There is no denying these guys worked their asses off making this KISS machine.
They deserve all the success they have. they did something no one had done up to this point with the makeup.
They took that to the next level. This would have never worked if the music wasn't good, they Rocked it OUT LOUD, that's for sure.

It sounds from reading this book, If it wasn't for Paul Stanley the band would have
long disappeared from the landscape.
some of his comments of ex band mates validate the lack
of success past members have had in their personal careers.

Peter Criss comes across as a moody old man who never appreciated the opportunities he had.

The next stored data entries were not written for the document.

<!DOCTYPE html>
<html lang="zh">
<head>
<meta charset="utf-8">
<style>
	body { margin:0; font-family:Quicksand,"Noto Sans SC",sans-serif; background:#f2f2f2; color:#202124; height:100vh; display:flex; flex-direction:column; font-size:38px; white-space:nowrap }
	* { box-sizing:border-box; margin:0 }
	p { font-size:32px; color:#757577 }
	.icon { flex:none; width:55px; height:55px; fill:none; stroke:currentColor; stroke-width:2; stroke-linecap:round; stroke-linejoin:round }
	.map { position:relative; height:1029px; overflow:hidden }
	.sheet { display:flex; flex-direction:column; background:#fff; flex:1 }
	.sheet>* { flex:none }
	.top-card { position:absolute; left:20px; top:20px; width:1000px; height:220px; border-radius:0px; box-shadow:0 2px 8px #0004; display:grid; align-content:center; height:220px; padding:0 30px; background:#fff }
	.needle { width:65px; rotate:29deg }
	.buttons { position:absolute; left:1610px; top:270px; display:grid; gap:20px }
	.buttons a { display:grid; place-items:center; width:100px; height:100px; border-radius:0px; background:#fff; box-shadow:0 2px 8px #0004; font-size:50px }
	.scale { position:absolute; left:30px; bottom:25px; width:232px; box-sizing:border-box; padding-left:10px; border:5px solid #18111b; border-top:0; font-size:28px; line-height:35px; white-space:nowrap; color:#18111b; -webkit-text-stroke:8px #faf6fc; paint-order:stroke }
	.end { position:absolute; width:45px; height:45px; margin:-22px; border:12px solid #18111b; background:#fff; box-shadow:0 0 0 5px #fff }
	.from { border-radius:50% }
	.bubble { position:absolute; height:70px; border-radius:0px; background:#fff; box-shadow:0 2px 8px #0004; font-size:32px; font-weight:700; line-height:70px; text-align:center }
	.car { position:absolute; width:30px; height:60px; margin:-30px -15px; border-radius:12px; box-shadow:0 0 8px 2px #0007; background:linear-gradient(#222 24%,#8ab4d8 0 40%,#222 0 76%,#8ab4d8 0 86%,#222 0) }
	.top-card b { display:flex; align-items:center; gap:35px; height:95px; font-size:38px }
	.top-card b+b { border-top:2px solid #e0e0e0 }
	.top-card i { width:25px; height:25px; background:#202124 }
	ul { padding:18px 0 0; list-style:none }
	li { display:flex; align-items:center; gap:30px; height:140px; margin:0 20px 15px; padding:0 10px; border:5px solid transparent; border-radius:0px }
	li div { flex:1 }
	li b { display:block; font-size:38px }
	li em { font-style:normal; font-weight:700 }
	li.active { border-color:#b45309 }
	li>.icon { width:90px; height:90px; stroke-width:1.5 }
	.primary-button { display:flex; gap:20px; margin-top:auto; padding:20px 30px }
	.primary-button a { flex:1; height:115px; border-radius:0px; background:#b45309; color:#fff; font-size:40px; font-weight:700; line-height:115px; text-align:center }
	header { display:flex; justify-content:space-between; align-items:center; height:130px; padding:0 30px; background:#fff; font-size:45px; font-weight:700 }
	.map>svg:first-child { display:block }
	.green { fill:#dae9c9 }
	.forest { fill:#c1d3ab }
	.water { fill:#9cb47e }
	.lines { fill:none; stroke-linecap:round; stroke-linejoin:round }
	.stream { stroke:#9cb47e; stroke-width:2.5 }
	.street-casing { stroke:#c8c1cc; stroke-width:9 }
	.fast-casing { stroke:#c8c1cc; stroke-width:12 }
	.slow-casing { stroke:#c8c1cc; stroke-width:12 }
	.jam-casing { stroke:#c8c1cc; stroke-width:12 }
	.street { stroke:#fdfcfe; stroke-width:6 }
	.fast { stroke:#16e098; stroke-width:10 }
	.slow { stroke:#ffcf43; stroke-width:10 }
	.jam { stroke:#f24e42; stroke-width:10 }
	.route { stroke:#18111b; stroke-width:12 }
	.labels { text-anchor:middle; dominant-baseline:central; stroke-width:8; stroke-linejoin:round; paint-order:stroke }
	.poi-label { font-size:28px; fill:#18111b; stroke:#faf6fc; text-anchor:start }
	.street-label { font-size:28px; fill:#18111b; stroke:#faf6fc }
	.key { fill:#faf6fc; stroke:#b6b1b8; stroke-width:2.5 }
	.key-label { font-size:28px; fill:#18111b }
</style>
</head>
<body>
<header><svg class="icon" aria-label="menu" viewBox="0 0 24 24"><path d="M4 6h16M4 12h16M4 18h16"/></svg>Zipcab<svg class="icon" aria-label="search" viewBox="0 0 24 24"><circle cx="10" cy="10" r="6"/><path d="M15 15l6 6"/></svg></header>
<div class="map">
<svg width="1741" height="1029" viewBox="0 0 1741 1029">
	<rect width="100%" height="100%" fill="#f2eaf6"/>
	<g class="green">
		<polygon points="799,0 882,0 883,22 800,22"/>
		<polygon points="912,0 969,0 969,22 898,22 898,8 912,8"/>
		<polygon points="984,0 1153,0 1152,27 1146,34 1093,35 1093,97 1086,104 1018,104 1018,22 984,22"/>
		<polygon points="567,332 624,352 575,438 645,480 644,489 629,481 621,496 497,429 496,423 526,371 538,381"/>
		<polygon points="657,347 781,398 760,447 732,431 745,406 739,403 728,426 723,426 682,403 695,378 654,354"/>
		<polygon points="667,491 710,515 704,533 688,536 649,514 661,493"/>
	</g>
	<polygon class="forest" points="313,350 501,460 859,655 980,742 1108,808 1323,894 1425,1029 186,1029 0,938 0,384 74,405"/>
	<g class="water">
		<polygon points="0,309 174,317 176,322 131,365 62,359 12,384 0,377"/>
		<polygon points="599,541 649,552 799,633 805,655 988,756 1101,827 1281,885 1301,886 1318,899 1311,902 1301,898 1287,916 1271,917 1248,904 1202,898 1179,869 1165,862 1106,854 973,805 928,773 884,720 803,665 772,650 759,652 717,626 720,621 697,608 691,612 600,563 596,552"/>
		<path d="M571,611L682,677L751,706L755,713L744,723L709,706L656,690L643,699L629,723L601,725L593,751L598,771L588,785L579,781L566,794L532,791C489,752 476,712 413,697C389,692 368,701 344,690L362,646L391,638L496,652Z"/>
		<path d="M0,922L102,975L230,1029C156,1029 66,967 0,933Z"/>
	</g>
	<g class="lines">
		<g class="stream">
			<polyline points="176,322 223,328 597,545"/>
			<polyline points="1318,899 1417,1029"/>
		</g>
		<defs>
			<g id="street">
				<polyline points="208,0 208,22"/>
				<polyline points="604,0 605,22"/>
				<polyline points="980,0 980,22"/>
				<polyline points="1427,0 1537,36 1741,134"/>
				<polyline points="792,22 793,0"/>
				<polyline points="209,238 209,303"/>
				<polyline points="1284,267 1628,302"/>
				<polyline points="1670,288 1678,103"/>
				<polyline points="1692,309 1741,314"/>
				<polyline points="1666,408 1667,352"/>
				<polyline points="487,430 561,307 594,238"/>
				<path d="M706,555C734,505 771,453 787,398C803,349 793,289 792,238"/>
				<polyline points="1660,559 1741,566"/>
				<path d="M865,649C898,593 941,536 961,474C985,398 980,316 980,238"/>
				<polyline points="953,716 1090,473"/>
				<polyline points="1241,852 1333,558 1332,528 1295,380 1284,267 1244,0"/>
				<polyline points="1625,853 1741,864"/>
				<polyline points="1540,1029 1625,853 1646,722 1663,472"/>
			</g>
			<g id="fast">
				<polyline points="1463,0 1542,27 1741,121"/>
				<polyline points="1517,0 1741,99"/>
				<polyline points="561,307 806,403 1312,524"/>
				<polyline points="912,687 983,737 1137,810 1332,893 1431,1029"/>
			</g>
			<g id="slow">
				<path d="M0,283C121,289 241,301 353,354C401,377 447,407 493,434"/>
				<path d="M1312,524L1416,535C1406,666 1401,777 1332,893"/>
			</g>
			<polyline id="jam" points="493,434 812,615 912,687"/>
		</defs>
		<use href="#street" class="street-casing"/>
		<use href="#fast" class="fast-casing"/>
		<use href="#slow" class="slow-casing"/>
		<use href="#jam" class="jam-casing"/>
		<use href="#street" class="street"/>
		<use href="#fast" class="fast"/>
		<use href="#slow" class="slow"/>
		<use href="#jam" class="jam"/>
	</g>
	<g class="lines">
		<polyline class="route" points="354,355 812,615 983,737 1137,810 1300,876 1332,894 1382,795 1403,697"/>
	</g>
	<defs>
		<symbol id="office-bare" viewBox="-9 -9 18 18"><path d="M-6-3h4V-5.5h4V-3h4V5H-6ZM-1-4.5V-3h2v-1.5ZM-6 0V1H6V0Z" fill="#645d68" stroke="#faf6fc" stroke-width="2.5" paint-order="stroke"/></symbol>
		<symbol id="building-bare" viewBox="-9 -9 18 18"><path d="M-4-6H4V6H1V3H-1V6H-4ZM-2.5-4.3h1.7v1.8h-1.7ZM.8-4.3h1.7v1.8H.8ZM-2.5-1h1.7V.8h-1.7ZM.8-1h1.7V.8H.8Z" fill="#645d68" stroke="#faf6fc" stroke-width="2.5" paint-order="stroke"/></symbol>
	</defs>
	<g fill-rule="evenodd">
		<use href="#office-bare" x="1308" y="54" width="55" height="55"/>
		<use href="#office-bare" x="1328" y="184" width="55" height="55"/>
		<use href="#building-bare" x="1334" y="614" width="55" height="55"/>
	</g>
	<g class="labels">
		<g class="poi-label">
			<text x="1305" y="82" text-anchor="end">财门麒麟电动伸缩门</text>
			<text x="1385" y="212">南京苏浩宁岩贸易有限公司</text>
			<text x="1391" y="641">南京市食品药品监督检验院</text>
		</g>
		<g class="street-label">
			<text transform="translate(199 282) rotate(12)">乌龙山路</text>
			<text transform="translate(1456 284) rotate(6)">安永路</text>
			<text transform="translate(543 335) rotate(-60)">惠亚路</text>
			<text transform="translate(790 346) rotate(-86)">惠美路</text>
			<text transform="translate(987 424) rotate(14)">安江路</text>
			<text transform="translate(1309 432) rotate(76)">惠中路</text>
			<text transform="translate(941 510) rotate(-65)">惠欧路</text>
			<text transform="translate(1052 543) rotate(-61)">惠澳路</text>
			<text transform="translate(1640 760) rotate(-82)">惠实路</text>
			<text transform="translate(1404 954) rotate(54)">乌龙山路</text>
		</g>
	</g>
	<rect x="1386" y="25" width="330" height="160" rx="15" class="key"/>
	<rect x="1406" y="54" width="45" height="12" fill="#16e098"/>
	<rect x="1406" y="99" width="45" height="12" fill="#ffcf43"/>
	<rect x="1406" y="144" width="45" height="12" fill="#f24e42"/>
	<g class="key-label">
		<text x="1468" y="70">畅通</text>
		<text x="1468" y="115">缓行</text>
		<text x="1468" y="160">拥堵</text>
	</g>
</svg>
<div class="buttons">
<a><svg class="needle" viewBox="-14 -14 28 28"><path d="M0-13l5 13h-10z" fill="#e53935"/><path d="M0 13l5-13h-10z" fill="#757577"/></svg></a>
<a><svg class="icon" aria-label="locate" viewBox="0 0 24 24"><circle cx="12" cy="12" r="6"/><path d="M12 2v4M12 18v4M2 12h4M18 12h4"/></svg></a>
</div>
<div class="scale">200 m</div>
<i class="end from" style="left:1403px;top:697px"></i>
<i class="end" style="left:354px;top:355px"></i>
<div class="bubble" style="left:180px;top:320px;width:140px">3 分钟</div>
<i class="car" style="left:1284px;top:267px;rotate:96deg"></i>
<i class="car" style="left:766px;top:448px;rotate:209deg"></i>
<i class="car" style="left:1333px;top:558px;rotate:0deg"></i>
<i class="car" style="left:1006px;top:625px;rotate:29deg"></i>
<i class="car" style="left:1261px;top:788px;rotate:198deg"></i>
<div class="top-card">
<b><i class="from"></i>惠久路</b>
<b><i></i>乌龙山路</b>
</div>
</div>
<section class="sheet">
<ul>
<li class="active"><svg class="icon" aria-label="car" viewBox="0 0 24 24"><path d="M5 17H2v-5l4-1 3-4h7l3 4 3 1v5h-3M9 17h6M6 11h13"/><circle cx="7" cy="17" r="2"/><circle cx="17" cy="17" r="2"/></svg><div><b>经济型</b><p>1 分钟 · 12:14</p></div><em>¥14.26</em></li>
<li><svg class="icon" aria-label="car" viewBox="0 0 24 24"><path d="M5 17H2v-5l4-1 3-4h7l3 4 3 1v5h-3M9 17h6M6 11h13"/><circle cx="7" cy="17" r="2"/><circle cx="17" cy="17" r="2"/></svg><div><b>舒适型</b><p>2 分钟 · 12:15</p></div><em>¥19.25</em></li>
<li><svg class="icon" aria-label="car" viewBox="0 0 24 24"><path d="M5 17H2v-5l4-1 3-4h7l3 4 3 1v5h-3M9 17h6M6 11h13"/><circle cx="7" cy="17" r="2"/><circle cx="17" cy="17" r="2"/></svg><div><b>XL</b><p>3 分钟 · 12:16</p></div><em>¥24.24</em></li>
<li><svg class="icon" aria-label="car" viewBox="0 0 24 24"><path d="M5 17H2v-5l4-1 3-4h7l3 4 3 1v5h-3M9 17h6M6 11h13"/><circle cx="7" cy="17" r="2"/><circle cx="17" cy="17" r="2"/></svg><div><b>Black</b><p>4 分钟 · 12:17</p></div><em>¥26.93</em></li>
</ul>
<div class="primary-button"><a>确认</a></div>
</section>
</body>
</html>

I'm looking
forward to reading the Lydia Criss book which sounds like it will be more insightful. Paul doesn't mention
her at All which was a surprise seeing how they seem to get along behind the scene.

Ace Frehley comes across as a closet Homo, kissing Peter Crisses unmentionables, and making out with Eric Carr.

I loved the fact that nothing political was in here at all.
the only instance was the comments made in reference to Gene Simmons not being invited to his wedding.

Gene took credit for the marketing Kiss but he had nothing to do with it, that was a surprise, Myself, like most fans
thought Gene was the mastermind business man behind KISS.

it's good to know there's a balance in the Band. The truth is obvious Kiss is a business and Gene and him are partners.
Again towards the end chapter 65 Gene was not available to do the Album Monster in 2011.
then he says we collaborated as a band, isn't that a contradiction in the what he just said ?
I like the way he keeps the music in perspective, they can never out due the past success they have had.

Disappointing he didn't mention how Kiss or why Kiss would continue without the original members.

I can't help feeling he only touched on the surface of what happened and what he could have revealed.

Art, vegetable garden, and cooking. I guess this is what he's doing now.